SilverLight In the Junior Leagues, Now

(C) 2008 Richards Media Net LLC - All Rights Reserved

A vision from a man who grew up in the Internet Age, writes computer software and develops Internet systems for a living, and has visions of the future that keep him up at insane hours of the night.

Richards Media Net LLC - Great Opportunities for Media Technology

I am an oldtime Microsoft fan. Having said that, I have some observations on SilverLight that I will comment on.

When it comes to SilverLight, the current edition (1.0) is not even platform parity with Flash MX 2004 which is the edition of Flash of which I am most familiar with. I, from both a Visual Studio developer as well as a Flash developer perspective have had difficulty getting Blend (A SilverLight development tool) to do the most basic event driven activities with SilverLight. It does tweening OK, however I'd used programs in the 90's that did that well.

One thing Microsoft keeps falling on their face with is how to get software developers and designers to work together while keeping their tasks separate. With Visual Studio .Net/2003/2005 this was supposed to happen through the separation of backend coding from the front-end html development. Unfortunately the RunAt="Server" requirement for .Net controls in web development and the server controls in general pretty much required either the designers to know the idiosyncracies of Microsoft's additions to the markup language, or for the developers to touch the designers work, potentially breaking it and preventing the separation between designers and developers development efforts. In addition, I have not yet met a designer who wishes to use Visual Studio as their design tool, even though it supports Microsoft's server controls.

I think Microsoft has missed the mark again with SilverLight. At one point they were strongly targeting designers who by training are strongly anti-Microsoft. By incorporating the .Net languages into SilverLight, I believe that Microsoft will engage a larger software developer audience, however most of those folks could not develop an aestheticly attractive application to save their souls. Microsoft needs to appeal to the "Renaissance Man" & "Renaissance Woman." Those individuals who have both aesthetic sensibilities as well as programming and development capabilities. These are a rare breed, but there is apparently such a market demographic as the targeting of Adobe's web development tools such as Flash and DreamWeaver attests.

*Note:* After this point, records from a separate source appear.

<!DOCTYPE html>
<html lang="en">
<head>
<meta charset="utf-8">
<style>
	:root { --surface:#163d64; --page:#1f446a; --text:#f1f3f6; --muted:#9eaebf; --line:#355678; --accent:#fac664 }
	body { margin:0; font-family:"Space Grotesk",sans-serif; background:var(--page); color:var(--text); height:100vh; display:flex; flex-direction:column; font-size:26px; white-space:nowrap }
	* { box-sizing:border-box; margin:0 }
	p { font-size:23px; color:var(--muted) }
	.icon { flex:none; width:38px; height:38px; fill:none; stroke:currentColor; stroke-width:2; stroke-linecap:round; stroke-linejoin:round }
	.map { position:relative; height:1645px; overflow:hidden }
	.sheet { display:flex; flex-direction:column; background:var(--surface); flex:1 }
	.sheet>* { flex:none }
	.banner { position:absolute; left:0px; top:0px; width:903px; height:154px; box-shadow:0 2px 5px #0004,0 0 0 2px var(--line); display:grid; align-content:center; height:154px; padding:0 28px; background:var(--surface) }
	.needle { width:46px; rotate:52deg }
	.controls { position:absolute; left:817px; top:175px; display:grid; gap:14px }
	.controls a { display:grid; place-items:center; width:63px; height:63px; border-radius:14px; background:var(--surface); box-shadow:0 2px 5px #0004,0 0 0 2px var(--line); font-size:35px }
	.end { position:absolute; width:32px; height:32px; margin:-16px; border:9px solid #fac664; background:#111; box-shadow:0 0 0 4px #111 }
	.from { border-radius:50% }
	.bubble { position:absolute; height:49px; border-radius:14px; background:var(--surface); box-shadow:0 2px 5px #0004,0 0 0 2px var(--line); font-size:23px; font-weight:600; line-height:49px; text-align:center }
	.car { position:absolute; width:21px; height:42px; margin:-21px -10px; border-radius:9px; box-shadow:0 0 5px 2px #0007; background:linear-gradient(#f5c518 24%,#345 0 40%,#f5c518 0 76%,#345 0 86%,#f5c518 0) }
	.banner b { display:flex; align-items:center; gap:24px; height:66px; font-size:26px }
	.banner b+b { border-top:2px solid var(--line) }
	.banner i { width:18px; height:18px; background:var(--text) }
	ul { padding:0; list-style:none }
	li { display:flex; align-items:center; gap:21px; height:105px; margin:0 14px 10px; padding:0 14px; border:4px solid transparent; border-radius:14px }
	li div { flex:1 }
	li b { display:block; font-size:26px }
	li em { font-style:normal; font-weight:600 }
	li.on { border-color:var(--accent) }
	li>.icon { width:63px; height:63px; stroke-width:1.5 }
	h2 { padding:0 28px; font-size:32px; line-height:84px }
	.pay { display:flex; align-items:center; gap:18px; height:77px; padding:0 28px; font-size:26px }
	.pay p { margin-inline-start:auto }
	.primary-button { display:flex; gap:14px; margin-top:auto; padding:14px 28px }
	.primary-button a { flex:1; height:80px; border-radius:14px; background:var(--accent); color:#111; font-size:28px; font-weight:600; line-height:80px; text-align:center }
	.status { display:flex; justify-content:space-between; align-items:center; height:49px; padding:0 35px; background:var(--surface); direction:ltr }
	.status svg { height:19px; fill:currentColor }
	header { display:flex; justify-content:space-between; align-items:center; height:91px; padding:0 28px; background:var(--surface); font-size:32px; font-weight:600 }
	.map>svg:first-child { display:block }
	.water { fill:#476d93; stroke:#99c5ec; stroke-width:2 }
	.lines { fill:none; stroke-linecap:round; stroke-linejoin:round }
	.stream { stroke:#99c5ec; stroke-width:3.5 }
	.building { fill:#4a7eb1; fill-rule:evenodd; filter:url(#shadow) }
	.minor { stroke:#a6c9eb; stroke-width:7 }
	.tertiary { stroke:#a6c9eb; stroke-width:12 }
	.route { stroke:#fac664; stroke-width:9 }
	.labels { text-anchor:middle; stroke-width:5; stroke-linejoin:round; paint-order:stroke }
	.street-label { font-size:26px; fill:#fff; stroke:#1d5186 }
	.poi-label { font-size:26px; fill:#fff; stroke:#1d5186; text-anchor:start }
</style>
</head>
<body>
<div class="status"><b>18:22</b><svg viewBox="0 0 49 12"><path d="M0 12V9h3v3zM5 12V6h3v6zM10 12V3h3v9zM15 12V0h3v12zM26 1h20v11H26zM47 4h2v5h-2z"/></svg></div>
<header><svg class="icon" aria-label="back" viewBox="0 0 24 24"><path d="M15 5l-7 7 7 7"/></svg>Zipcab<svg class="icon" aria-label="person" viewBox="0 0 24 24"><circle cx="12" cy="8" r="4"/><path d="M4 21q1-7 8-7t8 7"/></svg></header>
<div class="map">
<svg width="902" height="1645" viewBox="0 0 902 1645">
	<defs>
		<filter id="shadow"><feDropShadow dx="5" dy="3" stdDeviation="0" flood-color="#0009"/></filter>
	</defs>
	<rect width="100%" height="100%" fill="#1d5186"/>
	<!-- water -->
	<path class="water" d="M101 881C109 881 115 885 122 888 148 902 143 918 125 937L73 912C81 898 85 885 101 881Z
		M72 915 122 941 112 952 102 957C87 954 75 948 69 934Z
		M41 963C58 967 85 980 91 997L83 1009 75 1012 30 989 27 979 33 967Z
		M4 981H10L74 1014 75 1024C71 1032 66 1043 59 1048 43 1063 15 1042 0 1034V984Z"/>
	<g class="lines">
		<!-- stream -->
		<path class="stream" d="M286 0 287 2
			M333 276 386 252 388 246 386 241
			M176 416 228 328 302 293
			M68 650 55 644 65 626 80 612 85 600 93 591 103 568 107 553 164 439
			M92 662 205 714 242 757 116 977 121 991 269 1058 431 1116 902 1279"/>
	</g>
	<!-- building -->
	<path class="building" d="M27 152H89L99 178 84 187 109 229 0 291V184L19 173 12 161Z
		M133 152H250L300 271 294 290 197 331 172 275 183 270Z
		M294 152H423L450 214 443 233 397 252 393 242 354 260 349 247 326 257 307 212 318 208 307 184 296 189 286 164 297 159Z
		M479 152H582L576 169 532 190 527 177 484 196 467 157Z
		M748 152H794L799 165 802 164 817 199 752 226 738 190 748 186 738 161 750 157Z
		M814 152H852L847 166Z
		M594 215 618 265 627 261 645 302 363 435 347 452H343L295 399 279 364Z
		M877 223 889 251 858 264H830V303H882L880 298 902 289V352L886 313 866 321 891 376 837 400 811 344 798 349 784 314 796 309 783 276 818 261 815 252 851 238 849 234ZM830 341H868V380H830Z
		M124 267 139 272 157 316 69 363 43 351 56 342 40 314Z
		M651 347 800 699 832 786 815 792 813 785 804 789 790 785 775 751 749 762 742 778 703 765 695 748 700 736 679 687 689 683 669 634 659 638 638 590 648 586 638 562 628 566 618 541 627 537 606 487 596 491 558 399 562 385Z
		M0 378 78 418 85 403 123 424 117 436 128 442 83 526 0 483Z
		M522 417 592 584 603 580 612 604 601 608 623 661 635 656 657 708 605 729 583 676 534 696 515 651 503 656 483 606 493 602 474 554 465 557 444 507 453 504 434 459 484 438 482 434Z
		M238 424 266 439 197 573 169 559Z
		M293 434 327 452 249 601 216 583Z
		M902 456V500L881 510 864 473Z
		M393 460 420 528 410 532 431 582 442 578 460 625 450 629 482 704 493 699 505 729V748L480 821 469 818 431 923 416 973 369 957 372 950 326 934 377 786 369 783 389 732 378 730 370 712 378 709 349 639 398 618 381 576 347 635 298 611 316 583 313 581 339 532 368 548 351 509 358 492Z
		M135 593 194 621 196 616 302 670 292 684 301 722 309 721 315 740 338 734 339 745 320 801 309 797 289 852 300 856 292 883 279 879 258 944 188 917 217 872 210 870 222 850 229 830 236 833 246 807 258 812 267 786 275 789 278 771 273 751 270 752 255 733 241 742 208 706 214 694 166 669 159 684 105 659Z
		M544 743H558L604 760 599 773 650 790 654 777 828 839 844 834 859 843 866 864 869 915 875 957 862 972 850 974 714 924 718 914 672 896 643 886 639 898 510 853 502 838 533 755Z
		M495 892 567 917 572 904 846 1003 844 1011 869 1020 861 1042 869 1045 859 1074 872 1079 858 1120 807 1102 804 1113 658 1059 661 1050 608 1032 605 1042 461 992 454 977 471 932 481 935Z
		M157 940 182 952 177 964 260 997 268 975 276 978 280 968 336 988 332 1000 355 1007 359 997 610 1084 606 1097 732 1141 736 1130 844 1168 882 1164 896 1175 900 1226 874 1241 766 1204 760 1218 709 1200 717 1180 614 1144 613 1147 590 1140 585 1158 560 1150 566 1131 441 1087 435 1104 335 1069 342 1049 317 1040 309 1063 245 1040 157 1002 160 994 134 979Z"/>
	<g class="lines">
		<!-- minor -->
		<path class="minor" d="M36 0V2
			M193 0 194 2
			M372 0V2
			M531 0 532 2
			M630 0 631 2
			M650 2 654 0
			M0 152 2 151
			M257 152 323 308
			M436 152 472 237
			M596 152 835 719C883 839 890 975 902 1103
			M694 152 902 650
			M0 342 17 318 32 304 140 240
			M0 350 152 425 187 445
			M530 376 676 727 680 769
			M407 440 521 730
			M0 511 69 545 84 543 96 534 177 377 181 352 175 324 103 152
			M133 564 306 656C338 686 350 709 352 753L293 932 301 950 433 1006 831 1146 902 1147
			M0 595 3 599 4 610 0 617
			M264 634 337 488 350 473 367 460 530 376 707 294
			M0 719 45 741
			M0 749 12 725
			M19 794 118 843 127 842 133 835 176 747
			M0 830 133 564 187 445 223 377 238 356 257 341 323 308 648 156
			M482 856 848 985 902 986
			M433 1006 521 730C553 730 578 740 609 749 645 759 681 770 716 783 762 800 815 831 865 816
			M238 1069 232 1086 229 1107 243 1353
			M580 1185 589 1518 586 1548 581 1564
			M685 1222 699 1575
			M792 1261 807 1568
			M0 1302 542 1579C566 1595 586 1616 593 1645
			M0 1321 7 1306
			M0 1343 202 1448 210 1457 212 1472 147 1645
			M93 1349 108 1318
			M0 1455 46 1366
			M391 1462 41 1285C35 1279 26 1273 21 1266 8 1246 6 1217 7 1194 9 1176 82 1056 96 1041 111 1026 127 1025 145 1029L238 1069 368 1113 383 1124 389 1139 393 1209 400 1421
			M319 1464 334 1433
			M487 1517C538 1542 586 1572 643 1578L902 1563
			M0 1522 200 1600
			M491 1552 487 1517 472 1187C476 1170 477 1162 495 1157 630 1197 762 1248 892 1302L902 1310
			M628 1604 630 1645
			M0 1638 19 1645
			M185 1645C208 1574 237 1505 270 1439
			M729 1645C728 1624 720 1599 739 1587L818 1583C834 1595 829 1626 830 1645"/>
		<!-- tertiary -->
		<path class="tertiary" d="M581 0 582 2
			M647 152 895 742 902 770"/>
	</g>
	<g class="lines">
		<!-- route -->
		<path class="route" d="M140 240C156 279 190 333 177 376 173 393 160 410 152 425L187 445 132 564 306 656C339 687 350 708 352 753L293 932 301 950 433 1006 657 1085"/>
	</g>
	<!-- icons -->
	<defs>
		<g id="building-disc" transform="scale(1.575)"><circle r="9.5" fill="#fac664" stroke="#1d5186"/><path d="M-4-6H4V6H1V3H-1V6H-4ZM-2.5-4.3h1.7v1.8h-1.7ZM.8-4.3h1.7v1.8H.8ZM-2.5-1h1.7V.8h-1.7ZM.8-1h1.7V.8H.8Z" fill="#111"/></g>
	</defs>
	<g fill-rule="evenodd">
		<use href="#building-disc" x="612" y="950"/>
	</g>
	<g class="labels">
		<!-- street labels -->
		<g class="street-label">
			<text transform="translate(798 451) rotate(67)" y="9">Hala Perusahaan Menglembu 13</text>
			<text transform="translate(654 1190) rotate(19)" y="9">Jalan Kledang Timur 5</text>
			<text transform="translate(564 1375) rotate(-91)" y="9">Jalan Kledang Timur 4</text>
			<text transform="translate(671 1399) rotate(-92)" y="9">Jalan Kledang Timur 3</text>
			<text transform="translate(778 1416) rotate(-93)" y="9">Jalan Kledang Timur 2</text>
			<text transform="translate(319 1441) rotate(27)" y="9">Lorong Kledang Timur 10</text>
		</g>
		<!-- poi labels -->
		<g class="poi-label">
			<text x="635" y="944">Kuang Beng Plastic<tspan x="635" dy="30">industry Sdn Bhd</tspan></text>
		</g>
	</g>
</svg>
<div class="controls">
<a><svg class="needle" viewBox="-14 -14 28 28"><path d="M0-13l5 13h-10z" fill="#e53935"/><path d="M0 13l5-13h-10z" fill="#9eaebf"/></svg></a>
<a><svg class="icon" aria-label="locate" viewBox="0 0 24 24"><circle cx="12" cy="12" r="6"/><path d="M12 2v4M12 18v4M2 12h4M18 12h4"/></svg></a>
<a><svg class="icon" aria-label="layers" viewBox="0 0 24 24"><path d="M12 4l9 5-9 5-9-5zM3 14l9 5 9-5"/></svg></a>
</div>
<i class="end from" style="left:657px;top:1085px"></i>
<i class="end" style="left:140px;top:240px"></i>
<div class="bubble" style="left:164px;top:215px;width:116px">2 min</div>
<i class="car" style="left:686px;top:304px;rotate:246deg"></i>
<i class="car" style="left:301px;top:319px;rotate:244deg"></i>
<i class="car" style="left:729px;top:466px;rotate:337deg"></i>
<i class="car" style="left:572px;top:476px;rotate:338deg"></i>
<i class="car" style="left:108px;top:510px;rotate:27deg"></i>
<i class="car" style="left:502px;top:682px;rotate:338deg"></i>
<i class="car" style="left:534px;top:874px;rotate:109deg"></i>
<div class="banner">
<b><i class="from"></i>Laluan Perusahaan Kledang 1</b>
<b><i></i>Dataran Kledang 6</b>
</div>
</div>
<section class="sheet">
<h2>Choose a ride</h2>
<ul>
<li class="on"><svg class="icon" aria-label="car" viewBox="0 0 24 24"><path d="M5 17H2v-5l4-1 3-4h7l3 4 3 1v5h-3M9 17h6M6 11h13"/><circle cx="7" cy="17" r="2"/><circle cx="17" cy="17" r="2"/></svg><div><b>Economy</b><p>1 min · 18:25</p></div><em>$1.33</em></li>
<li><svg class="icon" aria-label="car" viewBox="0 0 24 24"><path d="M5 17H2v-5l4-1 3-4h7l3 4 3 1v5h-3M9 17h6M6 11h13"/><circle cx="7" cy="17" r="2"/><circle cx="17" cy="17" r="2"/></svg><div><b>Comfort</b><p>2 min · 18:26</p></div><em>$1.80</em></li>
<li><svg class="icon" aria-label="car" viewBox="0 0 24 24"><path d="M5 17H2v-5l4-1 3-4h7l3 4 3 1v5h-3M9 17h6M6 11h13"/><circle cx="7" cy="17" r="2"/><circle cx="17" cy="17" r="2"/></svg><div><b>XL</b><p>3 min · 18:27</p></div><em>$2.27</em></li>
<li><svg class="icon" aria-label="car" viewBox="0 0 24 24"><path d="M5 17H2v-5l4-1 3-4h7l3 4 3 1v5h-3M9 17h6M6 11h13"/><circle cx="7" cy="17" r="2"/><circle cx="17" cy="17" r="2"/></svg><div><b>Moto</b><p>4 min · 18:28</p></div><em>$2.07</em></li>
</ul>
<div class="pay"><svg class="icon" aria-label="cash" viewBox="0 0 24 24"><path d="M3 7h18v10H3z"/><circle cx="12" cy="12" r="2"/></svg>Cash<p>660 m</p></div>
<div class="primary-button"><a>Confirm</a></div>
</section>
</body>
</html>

Toward this end it would be great if Microsoft would reawaken their great vector/bitmap tool PhotoDraw with XAML support and additional behavior/scripting ability. In addition, rather than have SilverLight be a "me too" product in comparison to Flash, Microsoft should take the ballsy step of daring to make the SilverLight plug-in larger to incorporate the 3D capabilities of WPF. To support this development path, Microsoft should take their 3D modeling and rendering tool (or did they sell that off?) or buy another if need be and give that SilverLight 3D support/XAML support and downsize the tool to something that could be downloaded for free to compete with Googles SketchUp product. By tying an excellent vector/bitmap tool to SilverLight as opposed to the plain-Jane Expression Design you would gather a greater wow factor and faster uptake. In addition, adding the 3D capability along with an excellent 3D tool, you would position SilverLight at the high end of capability, which we all know becomes mainstream capability rather quickly in the computer/Internet world.

With the prevalence of broadband and the ubiquitousness of 3D capable systems, I believe this is a gamble Microsoft should take.I believe Microsoft programming tools are superior for authoring user generated code, and would rather use Visual Studio for editing compared to the Flash MX 2004 editor.

Microsoft learns quickly. Hopefully they are open to direction and are motivated to develop SilverLight into a premiere product. It may be that they already of plans of this nature, and just need time to envision, design and implement.I think the real battle between Flash and Microsoft is 2-3 years down the road. Until then, SilverLight needs to fill in the gaps and build an identity.